I also have one but it looks like you are already covered.  I did a mod on my 10L to replace the fiber washer with a thrust bearing.  I had to turn the take up nut down about 50 - 70 thou to get the clearance for the bearing.  That is a cast iron part and I was afraid of breaking it so I got one for a spare before I started.   I was shocked at the price but it was the only source I could find.  I got mine from Ted  (latheman2) on the southbend yahoo group.  Ted was the general manager of the Southbend Lathe works when it closed.   He has a large inventory of SB parts and is very knowledgeable.   My reason for changing to a thurst bearing was that I would be right in the middle of an important piece and I would start to see patterns in the fininsh due to end play in the spindle.   I was forever tightening that nut.   Not any more!  I did that change several years ago and believe I got the part number information from the archives on the yahoo group.

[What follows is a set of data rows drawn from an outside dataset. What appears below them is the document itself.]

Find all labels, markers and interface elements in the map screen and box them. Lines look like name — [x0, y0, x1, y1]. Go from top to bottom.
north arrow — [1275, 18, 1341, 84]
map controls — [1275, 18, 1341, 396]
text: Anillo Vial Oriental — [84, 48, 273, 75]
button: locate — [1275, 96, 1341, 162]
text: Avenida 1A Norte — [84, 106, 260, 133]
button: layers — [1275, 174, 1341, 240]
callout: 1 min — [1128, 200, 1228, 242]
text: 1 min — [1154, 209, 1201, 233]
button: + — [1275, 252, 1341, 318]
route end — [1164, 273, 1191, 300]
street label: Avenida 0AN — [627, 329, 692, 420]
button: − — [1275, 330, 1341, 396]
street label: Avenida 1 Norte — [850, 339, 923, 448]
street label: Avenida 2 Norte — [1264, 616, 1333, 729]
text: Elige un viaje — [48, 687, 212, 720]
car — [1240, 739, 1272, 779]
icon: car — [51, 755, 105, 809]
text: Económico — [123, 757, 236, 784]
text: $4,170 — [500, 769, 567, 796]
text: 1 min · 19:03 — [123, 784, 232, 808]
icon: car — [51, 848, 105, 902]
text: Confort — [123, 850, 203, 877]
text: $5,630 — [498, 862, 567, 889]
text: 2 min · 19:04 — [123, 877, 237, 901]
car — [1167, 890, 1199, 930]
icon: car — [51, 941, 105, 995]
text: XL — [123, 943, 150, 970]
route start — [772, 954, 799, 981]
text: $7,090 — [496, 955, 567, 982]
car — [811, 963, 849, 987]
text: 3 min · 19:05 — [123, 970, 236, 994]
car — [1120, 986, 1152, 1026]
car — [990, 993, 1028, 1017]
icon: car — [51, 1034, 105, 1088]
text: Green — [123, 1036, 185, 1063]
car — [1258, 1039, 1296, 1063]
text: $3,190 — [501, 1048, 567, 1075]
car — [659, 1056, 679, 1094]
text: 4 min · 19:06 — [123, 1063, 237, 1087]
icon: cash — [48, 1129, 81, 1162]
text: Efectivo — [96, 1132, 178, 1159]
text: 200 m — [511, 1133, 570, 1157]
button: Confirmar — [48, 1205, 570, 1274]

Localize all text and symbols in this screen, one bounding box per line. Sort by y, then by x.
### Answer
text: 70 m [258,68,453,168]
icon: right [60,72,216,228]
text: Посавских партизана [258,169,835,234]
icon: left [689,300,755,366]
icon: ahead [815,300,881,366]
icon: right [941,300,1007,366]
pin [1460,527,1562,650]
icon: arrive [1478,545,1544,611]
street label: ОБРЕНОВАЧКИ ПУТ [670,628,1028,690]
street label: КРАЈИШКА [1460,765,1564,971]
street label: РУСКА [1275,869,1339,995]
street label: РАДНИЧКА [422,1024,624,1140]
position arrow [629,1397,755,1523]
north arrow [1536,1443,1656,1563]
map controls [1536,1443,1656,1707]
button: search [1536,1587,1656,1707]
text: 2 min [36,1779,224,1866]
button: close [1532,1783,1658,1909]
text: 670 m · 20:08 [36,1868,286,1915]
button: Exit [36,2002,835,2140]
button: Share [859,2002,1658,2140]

Good luck with your lathe.

Earl


----------



## Thoro (May 20, 2014)

Earl said:


> I also have one but it looks like you are already covered.  I did a mod on my 10L to replace the fiber washer with a thrust bearing.  I had to turn the take up nut down about 50 - 70 thou to get the clearance for the bearing.  That is a cast iron part and I was afraid of breaking it so I got one for a spare before I started.   I was shocked at the price but it was the only source I could find.  I got mine from Ted  (latheman2) on the southbend yahoo group.  Ted was the general manager of the Southbend Lathe works when it closed.   He has a large inventory of SB parts and is very knowledgeable.   My reason for changing to a thurst bearing was that I would be right in the middle of an important piece and I would start to see patterns in the fininsh due to end play in the spindle.   I was forever tightening that nut.   Not any more!  I did that change several years ago and believe I got the part number information from the archives on the yahoo group.
> 
> Good luck with your lathe.
> 
> Earl



I'd be interested in the details pertaining to the mod you did with the thrust bearing.  Do you have pics and part numbers?  Where did you buy the bearing from?

Thanks.


----------



## ttpociask (May 20, 2014)

Thoro said:


> Sent you a pm. I have one that I can part with


  Thanks for the replies, unfortunately I didn't get the pm for some reason, so if you could send it again I would appreciate it. I would also be interested in hearing more about the thrust bearing modification that Earl was talking about for the future. Thanks again for the help.


----------



## Thoro (May 20, 2014)

ttpociask said:


> Thanks for the replies, unfortunately I didn't get the pm for some reason, so if you could send it again I would appreciate it. I would also be interested in hearing more about the thrust bearing modification that Earl was talking about for the future. Thanks again for the help.



Resent it.


----------



## Earl (May 21, 2014)

Thoro said:


> I'd be interested in the details pertaining to the mod you did with the thrust bearing. Do you have pics and part numbers? Where did you buy the bearing from?
> 
> Thanks.



Search the yahoo southbend group.  There were part numbers for the bearing (McMaster-Carr) and a detailed write up.


----------



## ttpociask (May 25, 2014)

I am going to take a shot at making this nut first, seeing at how pricey they are, so the inside 20 tpi cutting could be challanging considering I've never cut a thread on a lathe before, wish me luck.


----------



## Thoro (May 25, 2014)

ttpociask said:


> I am going to take a shot at making this nut first, seeing at how pricey they are, so the inside 20 tpi cutting could be challanging considering I've never cut a thread on a lathe before, wish me luck.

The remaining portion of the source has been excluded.